§ Aim of the task
When you reach the line in the data below that contains "ctx.textAlign = isNaN(turn)", please start repeating lines exactly, and stop after the line that contains "[2,1844,265,2046,74,2310,2,2310]", repeating nothing else.

Top of Materials provided

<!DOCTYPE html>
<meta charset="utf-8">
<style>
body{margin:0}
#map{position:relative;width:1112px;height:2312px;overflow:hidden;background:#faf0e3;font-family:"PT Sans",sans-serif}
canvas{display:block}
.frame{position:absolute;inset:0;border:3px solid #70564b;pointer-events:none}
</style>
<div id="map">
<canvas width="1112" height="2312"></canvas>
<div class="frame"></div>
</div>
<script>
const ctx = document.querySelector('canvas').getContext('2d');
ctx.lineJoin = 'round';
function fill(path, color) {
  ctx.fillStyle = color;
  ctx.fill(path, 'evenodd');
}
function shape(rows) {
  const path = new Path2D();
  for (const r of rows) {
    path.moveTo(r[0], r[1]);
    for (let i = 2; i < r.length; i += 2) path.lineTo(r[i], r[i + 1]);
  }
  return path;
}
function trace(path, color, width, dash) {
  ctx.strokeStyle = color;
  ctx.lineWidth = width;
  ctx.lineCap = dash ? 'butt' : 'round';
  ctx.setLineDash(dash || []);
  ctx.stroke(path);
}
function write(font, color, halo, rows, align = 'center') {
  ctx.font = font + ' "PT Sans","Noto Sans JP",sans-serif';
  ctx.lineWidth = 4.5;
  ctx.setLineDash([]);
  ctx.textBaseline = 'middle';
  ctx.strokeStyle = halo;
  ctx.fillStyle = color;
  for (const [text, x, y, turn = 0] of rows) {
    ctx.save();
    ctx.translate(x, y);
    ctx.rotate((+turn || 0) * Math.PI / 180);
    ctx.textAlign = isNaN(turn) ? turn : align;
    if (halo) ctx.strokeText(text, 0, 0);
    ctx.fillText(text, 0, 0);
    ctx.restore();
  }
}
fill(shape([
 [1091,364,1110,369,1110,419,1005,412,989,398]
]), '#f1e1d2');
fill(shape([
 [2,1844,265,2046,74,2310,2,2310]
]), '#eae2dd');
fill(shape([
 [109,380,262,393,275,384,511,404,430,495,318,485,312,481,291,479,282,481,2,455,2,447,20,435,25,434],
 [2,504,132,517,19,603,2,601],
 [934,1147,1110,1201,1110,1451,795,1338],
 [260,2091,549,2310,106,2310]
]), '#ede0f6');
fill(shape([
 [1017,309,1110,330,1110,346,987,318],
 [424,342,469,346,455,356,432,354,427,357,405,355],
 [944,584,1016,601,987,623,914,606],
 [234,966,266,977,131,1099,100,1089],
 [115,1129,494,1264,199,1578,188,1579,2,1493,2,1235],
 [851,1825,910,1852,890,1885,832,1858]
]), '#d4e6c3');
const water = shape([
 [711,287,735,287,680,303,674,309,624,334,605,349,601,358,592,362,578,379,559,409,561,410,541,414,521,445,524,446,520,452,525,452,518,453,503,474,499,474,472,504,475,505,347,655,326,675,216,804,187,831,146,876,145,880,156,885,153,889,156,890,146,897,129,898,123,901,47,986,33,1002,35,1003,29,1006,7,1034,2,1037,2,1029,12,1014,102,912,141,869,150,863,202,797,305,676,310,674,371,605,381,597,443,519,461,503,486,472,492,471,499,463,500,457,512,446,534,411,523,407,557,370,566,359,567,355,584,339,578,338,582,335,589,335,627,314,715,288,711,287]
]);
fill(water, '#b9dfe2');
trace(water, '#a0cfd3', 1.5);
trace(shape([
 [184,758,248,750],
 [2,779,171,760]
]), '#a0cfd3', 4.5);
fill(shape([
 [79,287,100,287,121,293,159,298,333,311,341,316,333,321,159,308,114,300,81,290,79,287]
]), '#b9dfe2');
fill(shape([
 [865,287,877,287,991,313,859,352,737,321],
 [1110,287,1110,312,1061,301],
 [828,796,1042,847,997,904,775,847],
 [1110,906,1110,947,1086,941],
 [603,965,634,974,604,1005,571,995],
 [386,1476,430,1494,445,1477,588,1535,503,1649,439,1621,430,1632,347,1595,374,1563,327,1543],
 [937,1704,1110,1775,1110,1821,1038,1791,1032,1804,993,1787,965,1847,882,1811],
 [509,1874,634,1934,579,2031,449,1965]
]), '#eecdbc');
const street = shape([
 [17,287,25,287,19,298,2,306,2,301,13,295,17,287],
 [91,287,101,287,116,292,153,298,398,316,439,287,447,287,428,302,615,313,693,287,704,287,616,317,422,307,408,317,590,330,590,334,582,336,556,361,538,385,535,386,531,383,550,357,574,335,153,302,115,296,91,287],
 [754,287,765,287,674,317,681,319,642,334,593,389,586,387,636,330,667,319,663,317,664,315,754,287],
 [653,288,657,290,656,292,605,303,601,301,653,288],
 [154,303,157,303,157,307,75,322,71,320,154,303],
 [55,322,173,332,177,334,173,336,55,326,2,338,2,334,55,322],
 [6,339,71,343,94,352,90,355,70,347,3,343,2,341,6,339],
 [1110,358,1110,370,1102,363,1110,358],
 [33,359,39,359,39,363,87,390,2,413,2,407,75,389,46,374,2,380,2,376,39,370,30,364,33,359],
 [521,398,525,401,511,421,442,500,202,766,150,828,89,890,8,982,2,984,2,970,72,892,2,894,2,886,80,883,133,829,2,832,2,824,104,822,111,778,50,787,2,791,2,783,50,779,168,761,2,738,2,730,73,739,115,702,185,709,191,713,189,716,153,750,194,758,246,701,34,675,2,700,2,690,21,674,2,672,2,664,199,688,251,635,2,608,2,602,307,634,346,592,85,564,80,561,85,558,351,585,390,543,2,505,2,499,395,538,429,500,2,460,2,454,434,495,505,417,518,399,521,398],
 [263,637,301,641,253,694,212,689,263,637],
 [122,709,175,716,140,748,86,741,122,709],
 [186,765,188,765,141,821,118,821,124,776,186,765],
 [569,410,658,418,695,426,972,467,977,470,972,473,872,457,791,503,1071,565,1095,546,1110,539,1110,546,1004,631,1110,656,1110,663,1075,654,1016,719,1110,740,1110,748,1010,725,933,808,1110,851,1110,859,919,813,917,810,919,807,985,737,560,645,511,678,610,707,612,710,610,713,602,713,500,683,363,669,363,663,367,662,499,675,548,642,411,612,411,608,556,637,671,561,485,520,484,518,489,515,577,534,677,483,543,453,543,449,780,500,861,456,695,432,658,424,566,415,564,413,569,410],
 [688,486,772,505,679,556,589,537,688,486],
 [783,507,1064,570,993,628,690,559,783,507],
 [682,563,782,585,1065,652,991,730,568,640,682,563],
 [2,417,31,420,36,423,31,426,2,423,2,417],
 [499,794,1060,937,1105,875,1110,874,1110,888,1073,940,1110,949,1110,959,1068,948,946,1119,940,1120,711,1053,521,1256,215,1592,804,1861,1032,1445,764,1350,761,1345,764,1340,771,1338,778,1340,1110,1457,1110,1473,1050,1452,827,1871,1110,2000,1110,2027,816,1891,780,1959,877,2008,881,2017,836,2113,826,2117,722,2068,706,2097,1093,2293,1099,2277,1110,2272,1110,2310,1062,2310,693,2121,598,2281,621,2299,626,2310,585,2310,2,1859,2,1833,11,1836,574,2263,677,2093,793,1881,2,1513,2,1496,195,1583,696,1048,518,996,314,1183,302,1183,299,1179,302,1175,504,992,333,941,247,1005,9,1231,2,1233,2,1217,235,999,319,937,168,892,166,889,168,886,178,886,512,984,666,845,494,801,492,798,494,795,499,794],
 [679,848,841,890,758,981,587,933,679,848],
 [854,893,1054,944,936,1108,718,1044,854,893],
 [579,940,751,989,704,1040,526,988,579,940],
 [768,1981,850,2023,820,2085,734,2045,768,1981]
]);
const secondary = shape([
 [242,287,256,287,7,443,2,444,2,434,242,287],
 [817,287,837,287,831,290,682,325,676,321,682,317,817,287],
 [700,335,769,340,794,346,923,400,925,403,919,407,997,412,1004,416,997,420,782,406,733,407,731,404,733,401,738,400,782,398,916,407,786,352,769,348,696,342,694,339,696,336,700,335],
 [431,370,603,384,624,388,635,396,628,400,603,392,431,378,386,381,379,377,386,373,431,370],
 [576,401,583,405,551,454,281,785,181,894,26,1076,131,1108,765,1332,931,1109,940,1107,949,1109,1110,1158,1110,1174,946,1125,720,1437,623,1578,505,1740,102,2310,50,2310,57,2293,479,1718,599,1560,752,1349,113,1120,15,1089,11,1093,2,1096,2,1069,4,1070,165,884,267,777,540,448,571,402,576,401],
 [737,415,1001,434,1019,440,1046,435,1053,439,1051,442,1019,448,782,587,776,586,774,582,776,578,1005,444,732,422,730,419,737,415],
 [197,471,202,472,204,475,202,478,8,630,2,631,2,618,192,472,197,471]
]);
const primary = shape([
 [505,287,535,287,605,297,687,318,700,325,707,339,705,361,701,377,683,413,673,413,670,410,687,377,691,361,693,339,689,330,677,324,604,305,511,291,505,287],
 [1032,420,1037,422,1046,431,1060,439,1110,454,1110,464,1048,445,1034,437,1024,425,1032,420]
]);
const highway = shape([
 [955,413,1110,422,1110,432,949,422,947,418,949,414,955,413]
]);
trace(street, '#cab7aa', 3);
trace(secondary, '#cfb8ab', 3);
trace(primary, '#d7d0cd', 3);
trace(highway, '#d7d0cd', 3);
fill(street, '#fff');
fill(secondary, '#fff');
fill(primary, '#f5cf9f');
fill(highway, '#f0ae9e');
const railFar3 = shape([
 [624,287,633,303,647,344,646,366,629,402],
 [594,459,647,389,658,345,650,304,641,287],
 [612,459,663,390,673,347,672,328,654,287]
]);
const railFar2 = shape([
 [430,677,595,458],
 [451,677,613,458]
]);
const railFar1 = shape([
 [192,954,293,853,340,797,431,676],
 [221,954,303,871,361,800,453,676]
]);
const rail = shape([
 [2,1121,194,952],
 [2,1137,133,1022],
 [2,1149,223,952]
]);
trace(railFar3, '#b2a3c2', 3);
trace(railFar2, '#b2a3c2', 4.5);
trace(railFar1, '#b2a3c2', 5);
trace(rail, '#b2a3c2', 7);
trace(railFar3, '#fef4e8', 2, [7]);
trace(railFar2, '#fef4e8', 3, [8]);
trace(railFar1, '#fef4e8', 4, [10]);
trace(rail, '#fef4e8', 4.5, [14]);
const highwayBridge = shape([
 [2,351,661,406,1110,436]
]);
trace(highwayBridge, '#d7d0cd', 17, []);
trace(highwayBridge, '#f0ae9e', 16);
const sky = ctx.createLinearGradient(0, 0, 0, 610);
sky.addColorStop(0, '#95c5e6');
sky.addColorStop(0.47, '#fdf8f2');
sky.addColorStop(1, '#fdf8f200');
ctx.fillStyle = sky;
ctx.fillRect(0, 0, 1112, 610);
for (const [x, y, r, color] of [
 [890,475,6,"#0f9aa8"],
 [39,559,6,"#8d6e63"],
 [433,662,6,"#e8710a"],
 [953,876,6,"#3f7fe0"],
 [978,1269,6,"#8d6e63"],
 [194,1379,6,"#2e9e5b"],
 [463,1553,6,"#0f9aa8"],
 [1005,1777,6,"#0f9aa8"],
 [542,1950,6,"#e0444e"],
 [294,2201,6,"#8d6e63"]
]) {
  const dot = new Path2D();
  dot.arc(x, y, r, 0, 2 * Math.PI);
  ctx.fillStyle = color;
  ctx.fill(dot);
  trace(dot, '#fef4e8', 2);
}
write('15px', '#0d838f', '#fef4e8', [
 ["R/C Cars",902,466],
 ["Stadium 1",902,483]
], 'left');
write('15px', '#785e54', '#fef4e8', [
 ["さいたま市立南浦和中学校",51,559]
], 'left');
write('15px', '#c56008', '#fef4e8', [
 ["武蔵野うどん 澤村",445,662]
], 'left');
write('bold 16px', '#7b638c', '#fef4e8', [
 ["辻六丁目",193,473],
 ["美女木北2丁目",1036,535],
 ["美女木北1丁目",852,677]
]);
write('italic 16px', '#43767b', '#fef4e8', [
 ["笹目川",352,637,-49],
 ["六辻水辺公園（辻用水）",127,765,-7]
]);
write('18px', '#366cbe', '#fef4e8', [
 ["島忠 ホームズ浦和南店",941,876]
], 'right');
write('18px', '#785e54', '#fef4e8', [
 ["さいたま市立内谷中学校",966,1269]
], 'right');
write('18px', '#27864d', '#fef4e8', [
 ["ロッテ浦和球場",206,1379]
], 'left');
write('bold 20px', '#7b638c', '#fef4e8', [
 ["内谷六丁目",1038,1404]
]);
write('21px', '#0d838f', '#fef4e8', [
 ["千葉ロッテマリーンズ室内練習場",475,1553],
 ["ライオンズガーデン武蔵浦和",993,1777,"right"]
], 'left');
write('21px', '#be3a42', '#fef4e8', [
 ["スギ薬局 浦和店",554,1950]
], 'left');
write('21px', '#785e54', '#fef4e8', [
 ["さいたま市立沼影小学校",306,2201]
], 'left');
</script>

Bottom of Materials provided

§ Output of the task
    ctx.textAlign = isNaN(turn) ? turn : align;
    if (halo) ctx.strokeText(text, 0, 0);
    ctx.fillText(text, 0, 0);
    ctx.restore();
  }
}
fill(shape([
 [1091,364,1110,369,1110,419,1005,412,989,398]
]), '#f1e1d2');
fill(shape([
 [2,1844,265,2046,74,2310,2,2310]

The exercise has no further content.